Merita rileggere questa promessa: “Allora la tua luce sorgerà come l’aurora, la tua ferita si rimarginerà presto”.

“Se toglierai di mezzo a te l’oppressione,
il puntare il dito e il parlare empio,
se offrirai il pane all’affamato,
se sazierai chi è digiuno,
allora brillerà fra le tenebre la tua luce,
la tua oscurità sarà come il meriggio”.

Torna la metafora della luce che è una realtà manifesta in tutti quegli uomini e donne redenti, che abbiamo incontrato, non solo nei “santi canonizzati o beatificati”, ma anche nei nostri nonni, in persone semplici, in chi si è prodigato per la nostra istruzione, in chi abbiamo avuto la fortuna di imbatterci nella vita riscontrando che quella “scintilla divina” impressa in ciascuno di noi, risplende in modo particolare! E’ la luce del prologo di Giovanni, quella Luce originaria che torna a irrompere nelle tenebre e chiede a noi di esserne riflesso.

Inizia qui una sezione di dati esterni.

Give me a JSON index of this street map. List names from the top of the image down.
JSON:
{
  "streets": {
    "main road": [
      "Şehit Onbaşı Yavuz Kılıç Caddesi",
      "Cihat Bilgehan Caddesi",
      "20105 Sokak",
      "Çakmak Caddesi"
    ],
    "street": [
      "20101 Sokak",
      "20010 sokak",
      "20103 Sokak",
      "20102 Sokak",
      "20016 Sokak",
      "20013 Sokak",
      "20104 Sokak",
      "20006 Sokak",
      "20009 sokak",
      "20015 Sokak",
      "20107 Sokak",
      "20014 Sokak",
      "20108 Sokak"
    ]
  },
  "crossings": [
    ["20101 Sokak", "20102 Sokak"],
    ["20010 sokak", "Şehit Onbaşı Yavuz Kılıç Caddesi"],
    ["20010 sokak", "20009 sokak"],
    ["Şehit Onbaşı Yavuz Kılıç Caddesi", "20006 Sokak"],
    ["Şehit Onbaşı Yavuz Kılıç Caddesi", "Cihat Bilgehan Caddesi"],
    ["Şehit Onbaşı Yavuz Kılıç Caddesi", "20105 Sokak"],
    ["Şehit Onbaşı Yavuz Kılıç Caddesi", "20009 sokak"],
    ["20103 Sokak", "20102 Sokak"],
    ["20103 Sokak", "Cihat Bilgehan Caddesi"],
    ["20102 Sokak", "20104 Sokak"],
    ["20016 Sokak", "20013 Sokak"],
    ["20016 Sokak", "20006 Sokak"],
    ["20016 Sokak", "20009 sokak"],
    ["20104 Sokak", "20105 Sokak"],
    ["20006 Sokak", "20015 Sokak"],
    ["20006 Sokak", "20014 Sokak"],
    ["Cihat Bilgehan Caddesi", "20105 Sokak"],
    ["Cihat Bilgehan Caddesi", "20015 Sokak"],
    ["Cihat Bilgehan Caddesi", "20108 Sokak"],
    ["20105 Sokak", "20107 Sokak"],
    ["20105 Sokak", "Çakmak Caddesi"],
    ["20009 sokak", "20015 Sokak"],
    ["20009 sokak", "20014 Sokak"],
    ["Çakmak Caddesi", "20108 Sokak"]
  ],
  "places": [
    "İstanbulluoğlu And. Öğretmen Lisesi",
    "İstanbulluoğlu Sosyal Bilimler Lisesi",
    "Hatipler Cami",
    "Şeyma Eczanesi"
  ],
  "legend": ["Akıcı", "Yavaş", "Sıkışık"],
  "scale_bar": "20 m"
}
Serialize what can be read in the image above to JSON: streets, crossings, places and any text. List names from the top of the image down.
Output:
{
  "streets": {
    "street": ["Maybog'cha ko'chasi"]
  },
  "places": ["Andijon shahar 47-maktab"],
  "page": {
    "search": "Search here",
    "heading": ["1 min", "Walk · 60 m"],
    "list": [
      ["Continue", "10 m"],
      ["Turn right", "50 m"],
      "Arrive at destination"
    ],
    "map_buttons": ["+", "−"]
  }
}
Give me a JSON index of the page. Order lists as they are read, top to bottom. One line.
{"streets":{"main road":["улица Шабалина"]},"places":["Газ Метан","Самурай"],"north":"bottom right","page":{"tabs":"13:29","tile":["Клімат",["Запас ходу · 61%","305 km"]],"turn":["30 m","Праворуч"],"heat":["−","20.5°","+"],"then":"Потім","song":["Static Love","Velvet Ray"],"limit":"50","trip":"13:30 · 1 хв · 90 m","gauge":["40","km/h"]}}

“Ti guiderà sempre il Signore,
ti sazierà in terreni aridi,
rinvigorirà le tue ossa;
sarai come un giardino irrigato
e come una sorgente le cui acque non inaridiscono.
La tua gente riedificherà le antiche rovine,
ricostruirai le fondamenta di epoche lontane.
Ti chiameranno riparatore di brecce,
restauratore di case in rovina per abitarvi”.

Altre promesse stupende, tutte da meditare. Se viviamo la carità concreta con l’amore a cui siamo chiamati, Dio non ci abbandonerà mai perché dimoreremo in Lui e permettiamo a Lui di dimorare in noi e non solo ci ringiovanirà sempre, perché l’Amore fa nuove tutte le cose, ma nella Sua dinamicità riedificherà il nostro essere e agirà misteriosamente in chi incontriamo, realizzando la nostra chiamata nell’adesione piena alla sequela di Cristo e nel farci una cosa sola in Cristo: essere “riparatori” di brecce e riedificando la “casa” che era in rovina e che Dio ha scelto come nuova dimora in cui farsi carne in noi. Ricordando le parole di Papa Francesco in visita a Cittadella Cielo a Nuovi Orizzonti, dopo aver ascoltato le storie di rinascita di tanti giovani strappati dalla morte e tornati a vivere: “costruire è difficile, ma è molto più difficile ricostruire”. Che questo tempo di quaresima sia una palestra per allenarci a diventare “riparatori” di brecce, “casa” per tanti, “misericordia” per chi ci incontra.